** Opening Dataset section block **
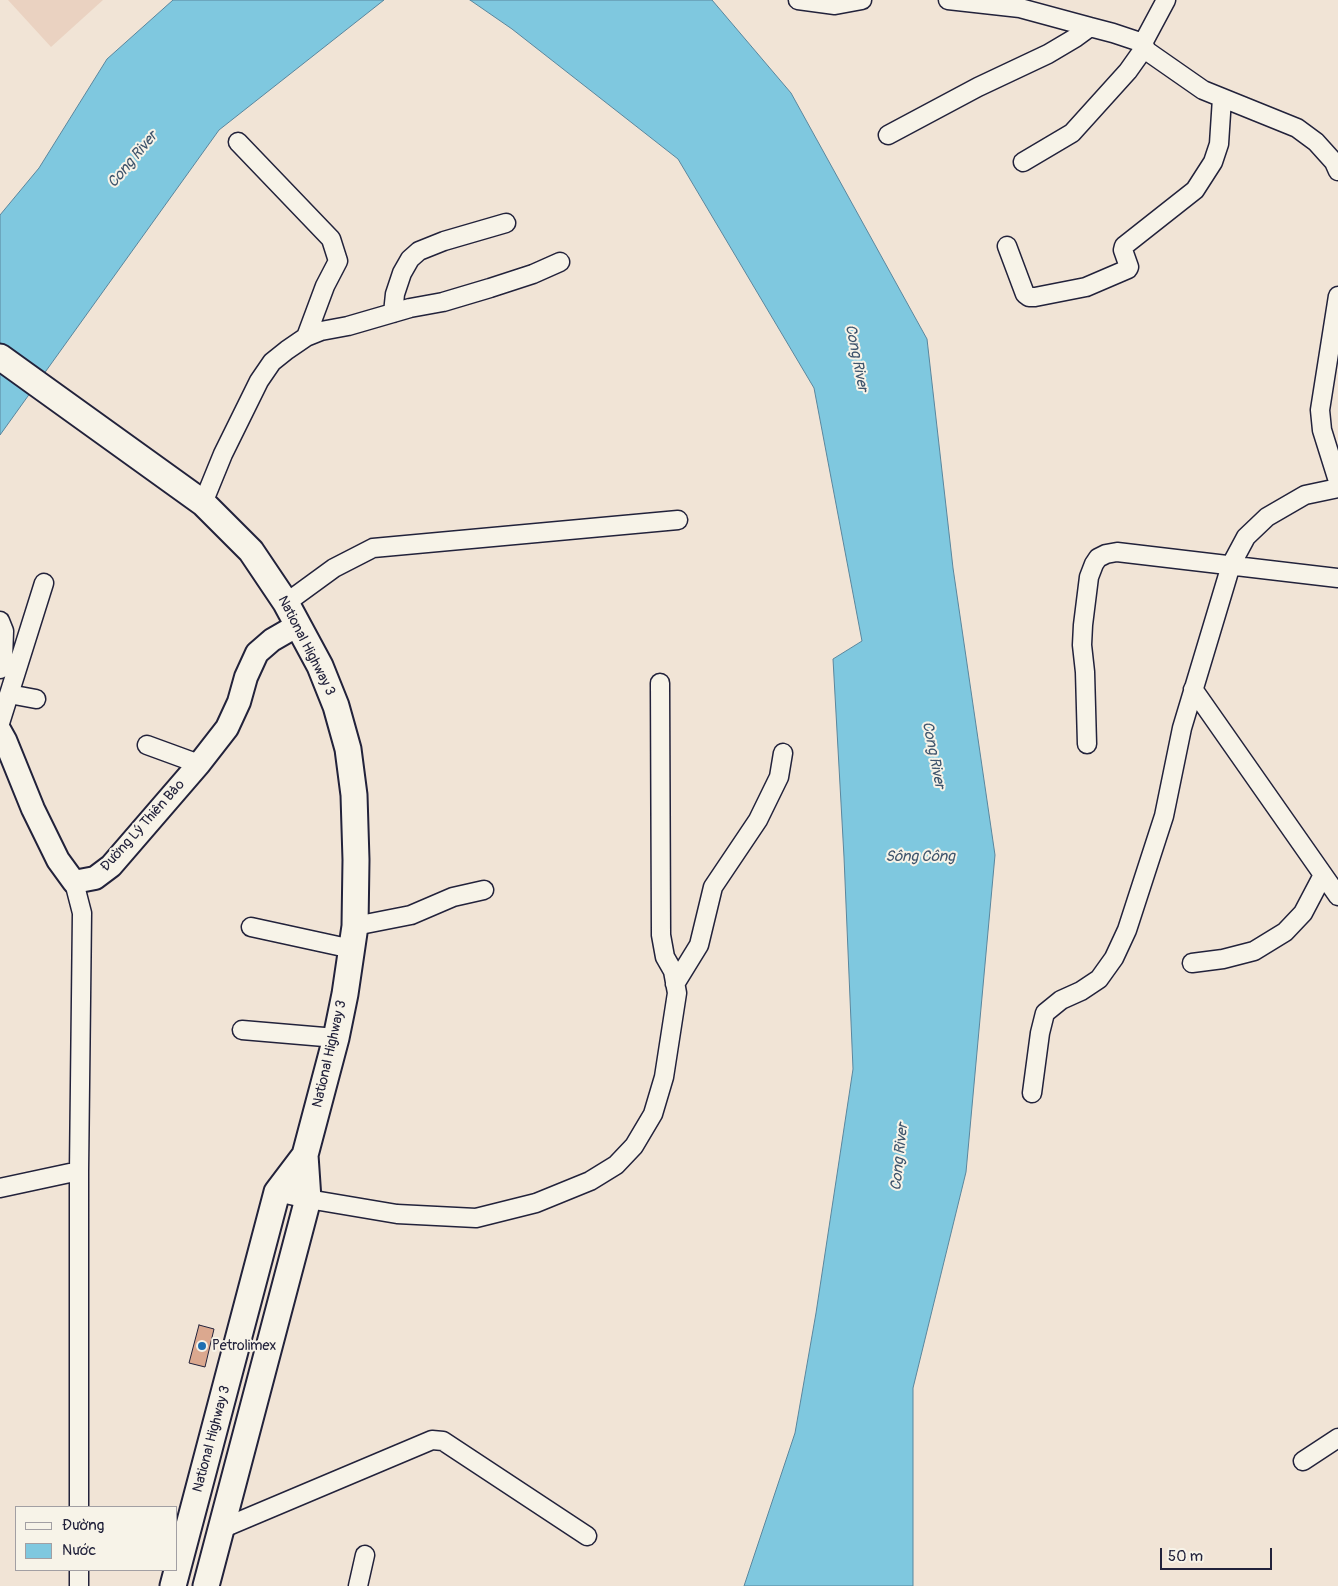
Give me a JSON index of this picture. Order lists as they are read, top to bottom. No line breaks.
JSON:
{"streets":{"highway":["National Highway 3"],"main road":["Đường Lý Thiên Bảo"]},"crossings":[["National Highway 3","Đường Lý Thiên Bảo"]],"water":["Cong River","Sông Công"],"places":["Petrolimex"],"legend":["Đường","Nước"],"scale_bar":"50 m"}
** Closing Dataset section block **
## Your objective
Leave the images out and transcribe the rest of the material exactly.

## Worked solution
Give me a JSON index of this picture. Order lists as they are read, top to bottom. No line breaks.
JSON:
{"streets":{"highway":["National Highway 3"],"main road":["Đường Lý Thiên Bảo"]},"crossings":[["National Highway 3","Đường Lý Thiên Bảo"]],"water":["Cong River","Sông Công"],"places":["Petrolimex"],"legend":["Đường","Nước"],"scale_bar":"50 m"}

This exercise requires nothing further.